#### Task directions
Take each line of the entries below that contains "bottom" and copy it.

#### The records

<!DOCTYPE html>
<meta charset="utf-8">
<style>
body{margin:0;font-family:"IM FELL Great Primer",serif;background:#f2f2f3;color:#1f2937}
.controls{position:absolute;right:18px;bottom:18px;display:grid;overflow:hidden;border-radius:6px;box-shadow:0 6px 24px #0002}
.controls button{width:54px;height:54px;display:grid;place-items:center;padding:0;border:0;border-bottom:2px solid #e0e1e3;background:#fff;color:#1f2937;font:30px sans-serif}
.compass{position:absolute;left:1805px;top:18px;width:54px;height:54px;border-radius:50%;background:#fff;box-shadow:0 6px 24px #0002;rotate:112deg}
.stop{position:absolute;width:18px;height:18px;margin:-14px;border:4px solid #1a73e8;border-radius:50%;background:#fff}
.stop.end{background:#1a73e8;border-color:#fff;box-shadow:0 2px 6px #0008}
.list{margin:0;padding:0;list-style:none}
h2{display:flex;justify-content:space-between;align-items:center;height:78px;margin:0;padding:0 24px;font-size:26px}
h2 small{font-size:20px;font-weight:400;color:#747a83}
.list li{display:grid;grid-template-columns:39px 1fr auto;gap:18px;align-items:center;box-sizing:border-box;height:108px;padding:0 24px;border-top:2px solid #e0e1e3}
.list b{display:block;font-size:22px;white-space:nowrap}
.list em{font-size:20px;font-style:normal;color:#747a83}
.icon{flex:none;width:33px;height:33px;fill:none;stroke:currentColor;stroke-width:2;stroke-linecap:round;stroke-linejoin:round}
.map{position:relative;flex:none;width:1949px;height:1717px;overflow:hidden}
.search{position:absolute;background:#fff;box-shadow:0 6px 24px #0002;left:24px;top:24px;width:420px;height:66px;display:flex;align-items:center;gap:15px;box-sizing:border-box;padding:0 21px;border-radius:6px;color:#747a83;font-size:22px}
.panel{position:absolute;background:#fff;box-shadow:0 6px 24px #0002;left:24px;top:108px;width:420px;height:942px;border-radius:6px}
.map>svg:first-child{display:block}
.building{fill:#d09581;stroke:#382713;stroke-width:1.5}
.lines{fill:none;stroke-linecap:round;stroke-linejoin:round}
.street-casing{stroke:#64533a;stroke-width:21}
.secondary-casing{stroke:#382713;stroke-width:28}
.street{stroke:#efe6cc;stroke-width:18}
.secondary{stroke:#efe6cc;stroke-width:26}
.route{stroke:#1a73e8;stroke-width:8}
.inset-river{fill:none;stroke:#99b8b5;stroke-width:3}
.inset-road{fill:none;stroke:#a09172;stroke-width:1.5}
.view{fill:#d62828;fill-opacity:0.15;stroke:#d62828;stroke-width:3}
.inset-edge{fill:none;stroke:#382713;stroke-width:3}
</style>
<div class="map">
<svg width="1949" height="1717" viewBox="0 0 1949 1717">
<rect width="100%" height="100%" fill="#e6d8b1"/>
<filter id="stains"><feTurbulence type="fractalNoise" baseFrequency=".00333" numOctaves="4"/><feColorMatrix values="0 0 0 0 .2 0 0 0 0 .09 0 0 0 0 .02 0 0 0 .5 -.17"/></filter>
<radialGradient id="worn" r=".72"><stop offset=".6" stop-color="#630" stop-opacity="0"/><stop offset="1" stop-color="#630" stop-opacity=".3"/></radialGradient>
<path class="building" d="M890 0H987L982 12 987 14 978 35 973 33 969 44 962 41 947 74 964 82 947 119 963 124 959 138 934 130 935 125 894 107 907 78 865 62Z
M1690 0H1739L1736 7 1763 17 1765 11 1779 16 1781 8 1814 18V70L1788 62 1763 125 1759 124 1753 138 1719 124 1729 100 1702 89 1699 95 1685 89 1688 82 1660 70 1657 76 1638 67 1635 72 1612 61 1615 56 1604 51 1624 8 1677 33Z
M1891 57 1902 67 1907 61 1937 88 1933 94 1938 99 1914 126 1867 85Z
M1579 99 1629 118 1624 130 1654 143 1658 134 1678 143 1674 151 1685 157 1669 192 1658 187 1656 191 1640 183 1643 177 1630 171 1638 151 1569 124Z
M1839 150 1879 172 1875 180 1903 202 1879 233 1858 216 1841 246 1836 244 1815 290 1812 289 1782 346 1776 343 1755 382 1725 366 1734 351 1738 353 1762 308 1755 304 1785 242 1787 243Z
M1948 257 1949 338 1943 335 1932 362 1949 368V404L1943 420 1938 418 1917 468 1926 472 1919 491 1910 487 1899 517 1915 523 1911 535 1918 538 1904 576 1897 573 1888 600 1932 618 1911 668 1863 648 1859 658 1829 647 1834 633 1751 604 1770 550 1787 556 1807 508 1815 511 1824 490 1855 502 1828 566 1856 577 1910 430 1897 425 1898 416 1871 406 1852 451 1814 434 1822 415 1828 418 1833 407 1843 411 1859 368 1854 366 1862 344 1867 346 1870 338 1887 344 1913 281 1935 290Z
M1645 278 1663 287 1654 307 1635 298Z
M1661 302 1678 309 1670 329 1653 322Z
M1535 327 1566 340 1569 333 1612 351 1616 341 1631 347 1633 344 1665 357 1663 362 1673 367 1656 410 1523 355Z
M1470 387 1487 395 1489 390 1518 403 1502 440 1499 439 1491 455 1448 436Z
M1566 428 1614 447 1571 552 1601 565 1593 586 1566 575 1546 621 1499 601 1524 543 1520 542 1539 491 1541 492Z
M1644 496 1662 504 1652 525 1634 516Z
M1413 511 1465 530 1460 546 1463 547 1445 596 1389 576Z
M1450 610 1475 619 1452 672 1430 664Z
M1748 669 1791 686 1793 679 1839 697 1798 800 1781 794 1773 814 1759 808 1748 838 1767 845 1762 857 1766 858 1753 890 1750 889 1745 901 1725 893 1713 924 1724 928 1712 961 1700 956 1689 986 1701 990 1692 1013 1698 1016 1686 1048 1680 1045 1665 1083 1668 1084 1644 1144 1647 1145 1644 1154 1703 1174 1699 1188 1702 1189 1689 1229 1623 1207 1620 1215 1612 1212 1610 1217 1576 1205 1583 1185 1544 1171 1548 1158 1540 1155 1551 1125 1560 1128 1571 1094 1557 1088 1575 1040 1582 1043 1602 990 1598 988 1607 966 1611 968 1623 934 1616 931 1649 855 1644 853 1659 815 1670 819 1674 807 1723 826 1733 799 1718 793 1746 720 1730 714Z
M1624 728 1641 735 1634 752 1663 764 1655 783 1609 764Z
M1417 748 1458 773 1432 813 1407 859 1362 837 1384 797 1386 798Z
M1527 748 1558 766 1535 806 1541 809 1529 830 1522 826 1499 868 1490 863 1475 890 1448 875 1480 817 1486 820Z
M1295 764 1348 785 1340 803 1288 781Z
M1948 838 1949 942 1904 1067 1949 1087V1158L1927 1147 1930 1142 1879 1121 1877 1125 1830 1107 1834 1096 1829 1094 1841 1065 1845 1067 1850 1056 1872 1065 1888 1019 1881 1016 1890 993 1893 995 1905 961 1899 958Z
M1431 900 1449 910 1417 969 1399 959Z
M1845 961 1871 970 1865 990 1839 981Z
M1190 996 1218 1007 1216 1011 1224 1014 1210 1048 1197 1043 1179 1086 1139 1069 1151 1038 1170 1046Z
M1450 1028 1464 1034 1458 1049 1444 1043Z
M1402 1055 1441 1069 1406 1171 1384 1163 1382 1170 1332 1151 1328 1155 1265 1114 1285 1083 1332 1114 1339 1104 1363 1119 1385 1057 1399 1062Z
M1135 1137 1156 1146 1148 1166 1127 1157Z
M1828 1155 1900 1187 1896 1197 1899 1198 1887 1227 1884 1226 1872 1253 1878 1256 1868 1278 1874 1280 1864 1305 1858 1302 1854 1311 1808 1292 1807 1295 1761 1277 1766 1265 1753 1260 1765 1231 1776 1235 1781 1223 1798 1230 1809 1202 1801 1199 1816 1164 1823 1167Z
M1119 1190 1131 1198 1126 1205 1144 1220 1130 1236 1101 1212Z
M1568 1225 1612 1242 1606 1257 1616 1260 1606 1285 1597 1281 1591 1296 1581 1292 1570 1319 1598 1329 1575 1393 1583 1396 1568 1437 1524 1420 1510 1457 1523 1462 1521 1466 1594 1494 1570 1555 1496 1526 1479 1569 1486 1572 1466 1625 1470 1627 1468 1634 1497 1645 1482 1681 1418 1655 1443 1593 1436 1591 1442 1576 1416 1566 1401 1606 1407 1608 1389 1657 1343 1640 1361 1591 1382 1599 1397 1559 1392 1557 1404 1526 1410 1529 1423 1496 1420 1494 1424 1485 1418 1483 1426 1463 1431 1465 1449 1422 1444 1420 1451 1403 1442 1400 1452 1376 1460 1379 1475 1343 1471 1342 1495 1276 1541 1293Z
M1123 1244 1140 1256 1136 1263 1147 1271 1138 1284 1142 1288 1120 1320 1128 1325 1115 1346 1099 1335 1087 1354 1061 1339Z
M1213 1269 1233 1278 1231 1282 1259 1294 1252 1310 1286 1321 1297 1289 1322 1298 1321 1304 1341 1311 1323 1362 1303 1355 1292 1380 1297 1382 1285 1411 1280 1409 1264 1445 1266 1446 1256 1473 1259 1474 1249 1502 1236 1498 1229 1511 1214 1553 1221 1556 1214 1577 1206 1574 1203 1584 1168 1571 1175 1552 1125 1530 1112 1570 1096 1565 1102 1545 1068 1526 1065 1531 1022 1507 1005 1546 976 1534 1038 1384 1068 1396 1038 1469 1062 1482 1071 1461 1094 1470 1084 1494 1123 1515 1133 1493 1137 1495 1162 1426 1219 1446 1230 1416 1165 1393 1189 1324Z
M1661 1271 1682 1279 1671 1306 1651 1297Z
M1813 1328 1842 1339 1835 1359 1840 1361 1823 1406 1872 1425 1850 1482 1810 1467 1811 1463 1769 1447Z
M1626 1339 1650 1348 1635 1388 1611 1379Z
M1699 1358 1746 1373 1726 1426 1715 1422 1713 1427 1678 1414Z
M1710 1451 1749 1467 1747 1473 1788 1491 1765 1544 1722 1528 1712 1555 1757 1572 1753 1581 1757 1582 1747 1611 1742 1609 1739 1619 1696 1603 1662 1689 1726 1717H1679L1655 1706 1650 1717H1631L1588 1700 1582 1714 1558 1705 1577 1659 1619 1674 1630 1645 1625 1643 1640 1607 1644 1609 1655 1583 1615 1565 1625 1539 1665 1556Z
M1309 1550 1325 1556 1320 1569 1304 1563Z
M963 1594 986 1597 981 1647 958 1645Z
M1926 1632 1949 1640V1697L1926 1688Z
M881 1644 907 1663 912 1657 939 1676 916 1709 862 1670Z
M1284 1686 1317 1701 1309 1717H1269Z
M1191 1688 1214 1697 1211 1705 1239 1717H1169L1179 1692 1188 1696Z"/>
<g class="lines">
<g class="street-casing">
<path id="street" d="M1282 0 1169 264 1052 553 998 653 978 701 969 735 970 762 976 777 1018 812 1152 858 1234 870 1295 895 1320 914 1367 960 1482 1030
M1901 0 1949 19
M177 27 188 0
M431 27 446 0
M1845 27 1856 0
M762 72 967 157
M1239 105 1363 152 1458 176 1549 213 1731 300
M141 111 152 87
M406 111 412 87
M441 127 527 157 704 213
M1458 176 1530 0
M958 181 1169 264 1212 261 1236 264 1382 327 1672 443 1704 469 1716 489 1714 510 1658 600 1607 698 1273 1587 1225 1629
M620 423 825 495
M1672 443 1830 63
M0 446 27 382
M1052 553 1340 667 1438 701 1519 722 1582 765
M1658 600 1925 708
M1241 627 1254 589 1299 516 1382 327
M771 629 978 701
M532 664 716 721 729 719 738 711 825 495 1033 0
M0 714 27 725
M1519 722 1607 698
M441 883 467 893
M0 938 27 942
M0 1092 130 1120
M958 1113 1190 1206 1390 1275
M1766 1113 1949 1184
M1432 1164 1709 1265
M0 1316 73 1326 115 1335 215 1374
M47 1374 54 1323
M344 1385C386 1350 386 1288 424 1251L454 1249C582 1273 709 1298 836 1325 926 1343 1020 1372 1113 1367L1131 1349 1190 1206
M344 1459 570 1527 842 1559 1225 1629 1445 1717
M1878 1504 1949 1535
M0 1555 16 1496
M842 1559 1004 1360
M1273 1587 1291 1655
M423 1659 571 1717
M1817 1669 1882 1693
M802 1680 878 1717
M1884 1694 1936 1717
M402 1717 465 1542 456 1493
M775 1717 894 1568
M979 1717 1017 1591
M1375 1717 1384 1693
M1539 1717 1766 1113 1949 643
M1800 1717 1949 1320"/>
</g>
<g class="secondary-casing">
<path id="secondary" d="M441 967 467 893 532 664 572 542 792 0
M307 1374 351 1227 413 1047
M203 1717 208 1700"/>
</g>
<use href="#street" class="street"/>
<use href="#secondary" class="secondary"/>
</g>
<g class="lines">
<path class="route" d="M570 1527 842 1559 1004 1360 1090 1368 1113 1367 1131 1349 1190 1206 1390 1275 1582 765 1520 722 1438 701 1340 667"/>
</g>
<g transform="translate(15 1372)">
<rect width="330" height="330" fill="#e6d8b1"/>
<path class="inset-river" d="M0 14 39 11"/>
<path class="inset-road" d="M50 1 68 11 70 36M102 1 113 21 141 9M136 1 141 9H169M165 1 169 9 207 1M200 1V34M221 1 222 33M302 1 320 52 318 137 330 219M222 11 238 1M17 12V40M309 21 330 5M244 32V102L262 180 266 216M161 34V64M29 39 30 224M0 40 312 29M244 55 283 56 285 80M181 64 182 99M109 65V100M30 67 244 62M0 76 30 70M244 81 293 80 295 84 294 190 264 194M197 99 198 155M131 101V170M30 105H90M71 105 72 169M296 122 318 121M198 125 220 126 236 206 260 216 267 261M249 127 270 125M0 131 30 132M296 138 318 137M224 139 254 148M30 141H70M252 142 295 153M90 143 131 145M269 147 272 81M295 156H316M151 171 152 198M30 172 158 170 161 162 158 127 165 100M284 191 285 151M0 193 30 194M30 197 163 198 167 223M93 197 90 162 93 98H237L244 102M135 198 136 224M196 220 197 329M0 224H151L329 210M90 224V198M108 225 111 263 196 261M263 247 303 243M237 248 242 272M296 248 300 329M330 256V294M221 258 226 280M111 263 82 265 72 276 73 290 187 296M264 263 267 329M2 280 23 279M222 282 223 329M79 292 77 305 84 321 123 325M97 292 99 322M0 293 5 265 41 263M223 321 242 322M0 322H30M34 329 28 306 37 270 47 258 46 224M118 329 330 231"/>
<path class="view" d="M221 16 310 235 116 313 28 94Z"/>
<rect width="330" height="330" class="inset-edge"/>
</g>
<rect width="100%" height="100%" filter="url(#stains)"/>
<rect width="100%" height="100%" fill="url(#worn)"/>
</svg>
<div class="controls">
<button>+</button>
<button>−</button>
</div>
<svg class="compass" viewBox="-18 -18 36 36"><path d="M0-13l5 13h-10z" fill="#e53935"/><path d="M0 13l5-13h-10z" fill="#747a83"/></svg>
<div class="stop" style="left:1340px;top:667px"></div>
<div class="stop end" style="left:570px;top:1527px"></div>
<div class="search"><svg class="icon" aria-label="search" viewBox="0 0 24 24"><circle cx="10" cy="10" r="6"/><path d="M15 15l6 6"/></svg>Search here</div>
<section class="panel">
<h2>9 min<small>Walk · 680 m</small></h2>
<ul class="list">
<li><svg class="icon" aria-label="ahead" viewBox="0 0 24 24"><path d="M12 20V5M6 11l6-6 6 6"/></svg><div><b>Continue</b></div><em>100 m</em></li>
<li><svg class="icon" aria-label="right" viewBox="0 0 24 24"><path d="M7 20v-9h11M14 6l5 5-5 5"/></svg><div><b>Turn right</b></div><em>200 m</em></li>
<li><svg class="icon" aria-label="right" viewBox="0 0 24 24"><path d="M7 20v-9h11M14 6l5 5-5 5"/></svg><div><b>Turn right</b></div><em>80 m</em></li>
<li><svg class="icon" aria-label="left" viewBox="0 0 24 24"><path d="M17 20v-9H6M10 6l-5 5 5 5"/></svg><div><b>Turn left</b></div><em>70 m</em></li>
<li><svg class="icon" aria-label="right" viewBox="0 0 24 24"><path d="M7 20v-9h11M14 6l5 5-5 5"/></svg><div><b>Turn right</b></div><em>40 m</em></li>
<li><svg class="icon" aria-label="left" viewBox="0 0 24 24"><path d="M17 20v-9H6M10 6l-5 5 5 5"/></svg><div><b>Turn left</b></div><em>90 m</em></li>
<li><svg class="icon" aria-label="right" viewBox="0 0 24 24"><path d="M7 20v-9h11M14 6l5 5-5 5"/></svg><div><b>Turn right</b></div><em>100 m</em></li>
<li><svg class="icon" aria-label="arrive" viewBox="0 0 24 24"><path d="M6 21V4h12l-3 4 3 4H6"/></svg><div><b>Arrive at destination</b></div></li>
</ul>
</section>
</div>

#### The answer
.controls{position:absolute;right:18px;bottom:18px;display:grid;overflow:hidden;border-radius:6px;box-shadow:0 6px 24px #0002}
.controls button{width:54px;height:54px;display:grid;place-items:center;padding:0;border:0;border-bottom:2px solid #e0e1e3;background:#fff;color:#1f2937;font:30px sans-serif}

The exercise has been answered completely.